What is being asked — Your copy of the lines below must match them exactly and contain no images.

►

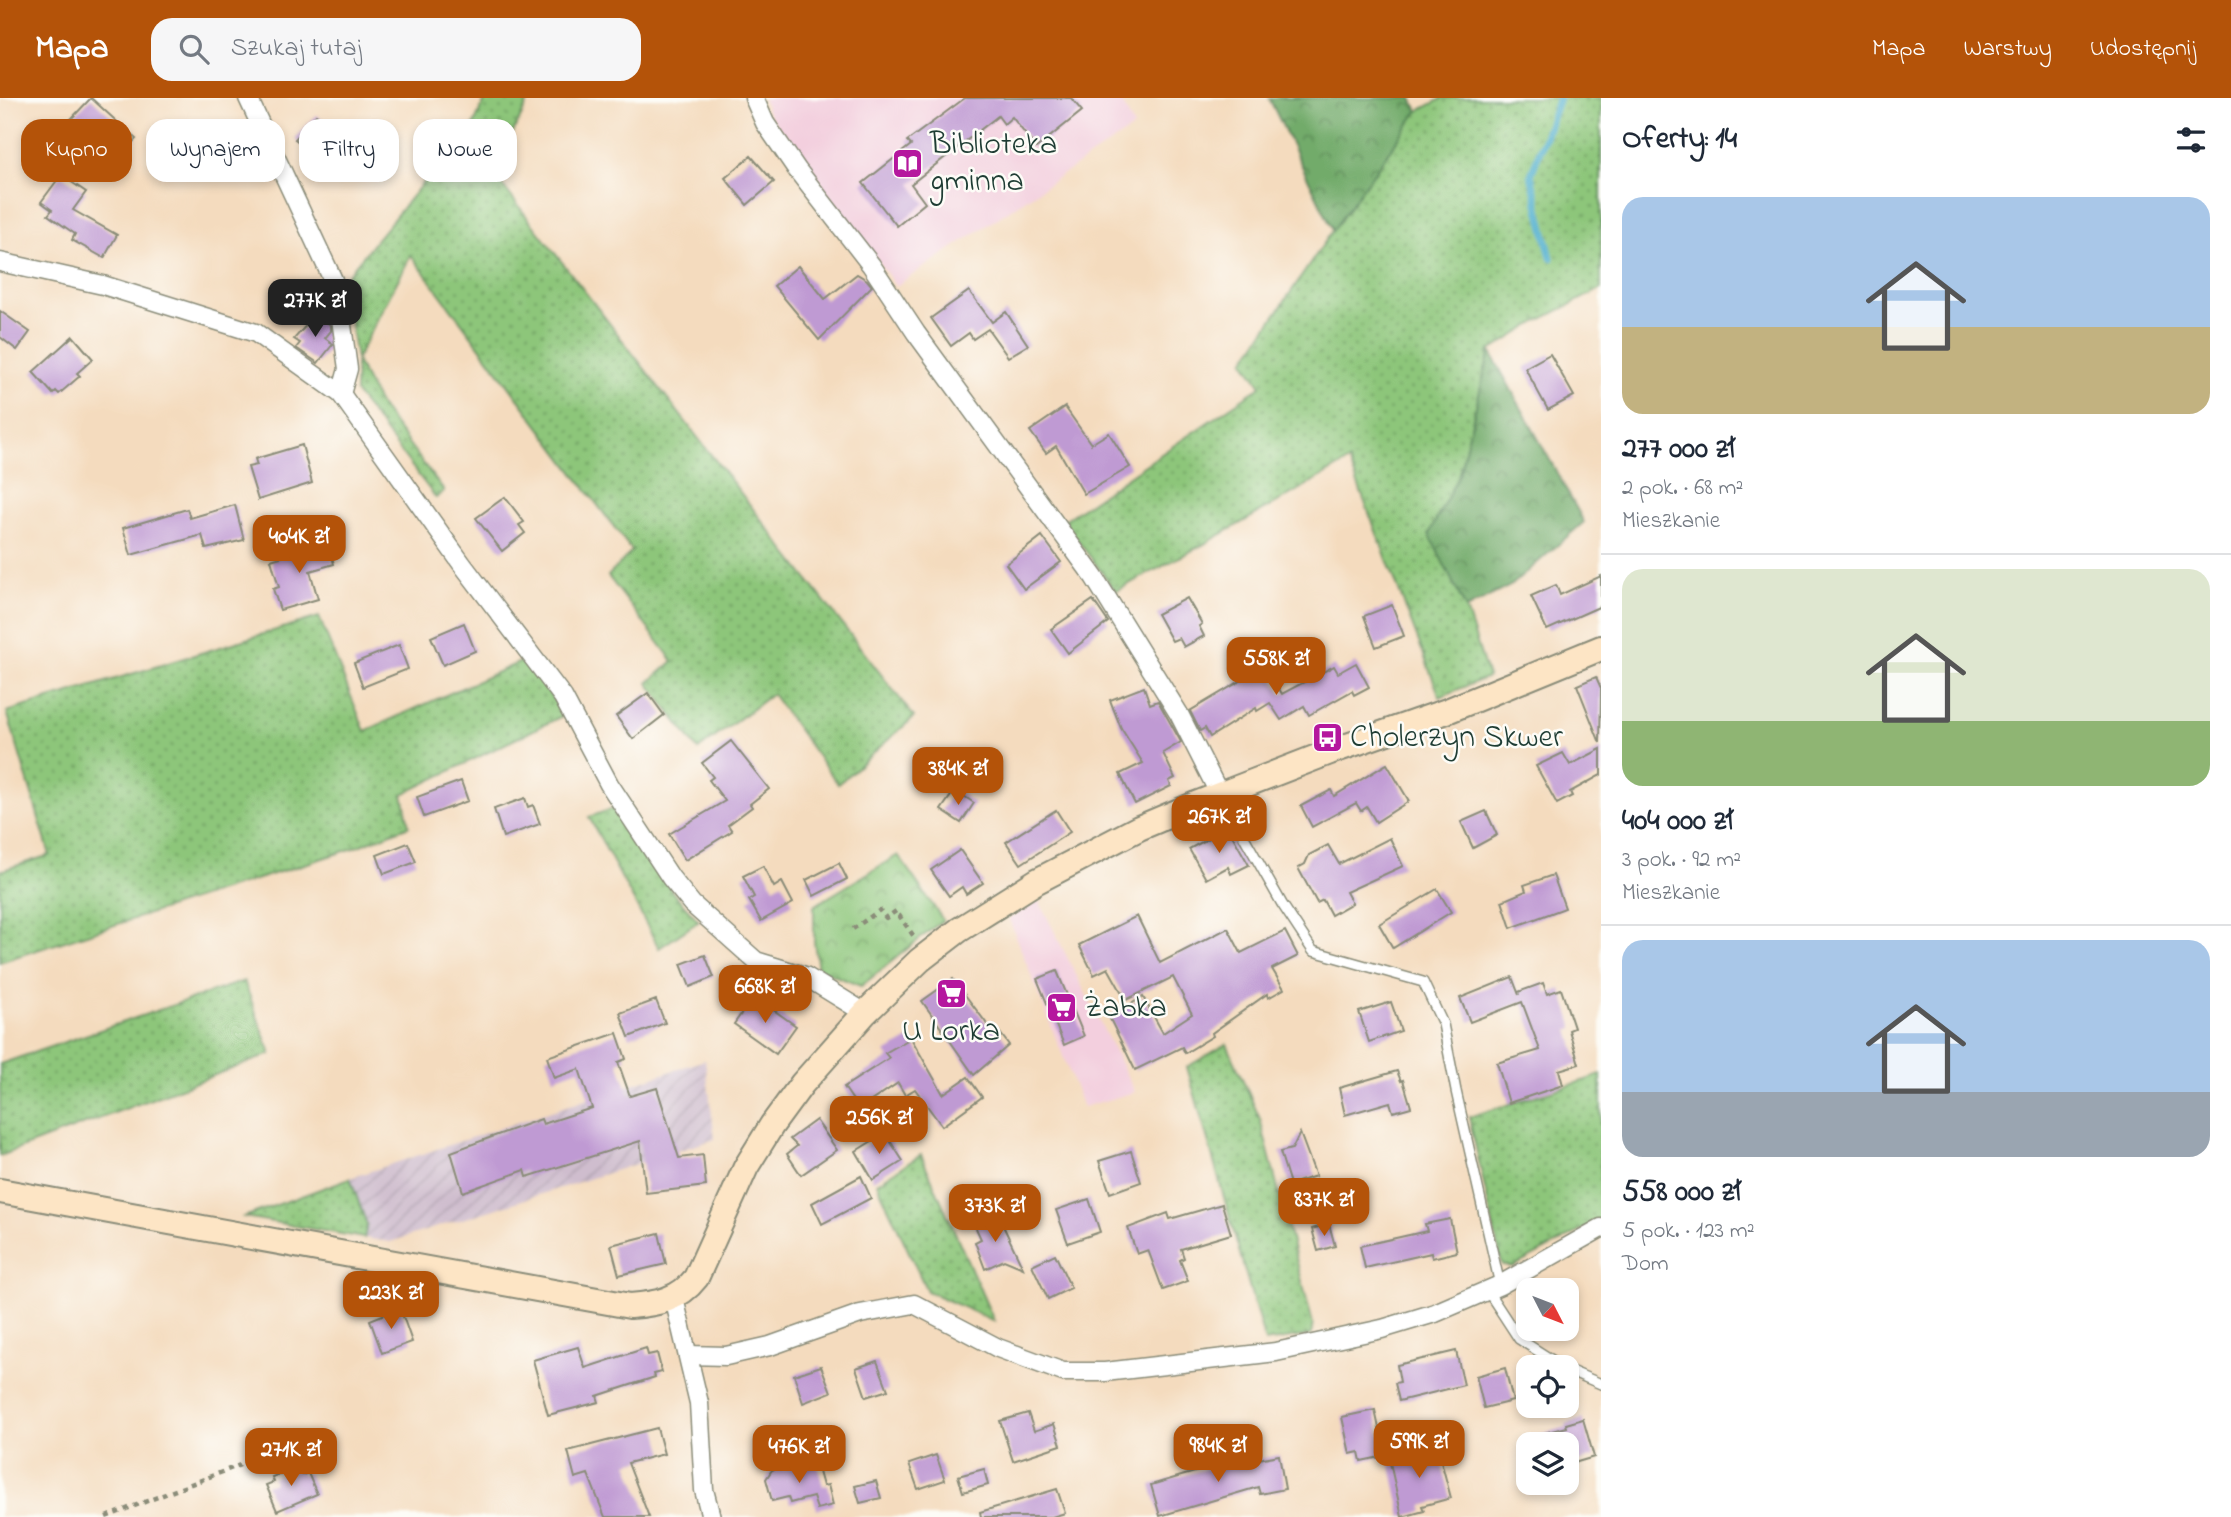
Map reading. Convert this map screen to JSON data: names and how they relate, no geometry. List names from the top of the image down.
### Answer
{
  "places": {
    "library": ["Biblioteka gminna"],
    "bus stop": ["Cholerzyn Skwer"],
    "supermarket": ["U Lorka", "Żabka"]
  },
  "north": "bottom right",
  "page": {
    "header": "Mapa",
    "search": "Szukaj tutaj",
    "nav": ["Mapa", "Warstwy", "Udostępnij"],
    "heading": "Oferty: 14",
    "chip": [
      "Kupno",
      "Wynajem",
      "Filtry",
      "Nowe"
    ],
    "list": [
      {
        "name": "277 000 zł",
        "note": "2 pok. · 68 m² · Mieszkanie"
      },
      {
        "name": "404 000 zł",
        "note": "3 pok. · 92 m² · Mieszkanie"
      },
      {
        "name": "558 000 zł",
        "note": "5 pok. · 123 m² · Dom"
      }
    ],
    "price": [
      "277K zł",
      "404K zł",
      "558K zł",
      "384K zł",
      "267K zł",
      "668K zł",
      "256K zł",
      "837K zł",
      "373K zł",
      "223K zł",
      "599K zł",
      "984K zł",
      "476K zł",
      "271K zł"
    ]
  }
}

◄

Result for this task —
Map reading. Convert this map screen to JSON data: names and how they relate, no geometry. List names from the top of the image down.
### Answer
{
  "places": {
    "library": ["Biblioteka gminna"],
    "bus stop": ["Cholerzyn Skwer"],
    "supermarket": ["U Lorka", "Żabka"]
  },
  "north": "bottom right",
  "page": {
    "header": "Mapa",
    "search": "Szukaj tutaj",
    "nav": ["Mapa", "Warstwy", "Udostępnij"],
    "heading": "Oferty: 14",
    "chip": [
      "Kupno",
      "Wynajem",
      "Filtry",
      "Nowe"
    ],
    "list": [
      {
        "name": "277 000 zł",
        "note": "2 pok. · 68 m² · Mieszkanie"
      },
      {
        "name": "404 000 zł",
        "note": "3 pok. · 92 m² · Mieszkanie"
      },
      {
        "name": "558 000 zł",
        "note": "5 pok. · 123 m² · Dom"
      }
    ],
    "price": [
      "277K zł",
      "404K zł",
      "558K zł",
      "384K zł",
      "267K zł",
      "668K zł",
      "256K zł",
      "837K zł",
      "373K zł",
      "223K zł",
      "599K zł",
      "984K zł",
      "476K zł",
      "271K zł"
    ]
  }
}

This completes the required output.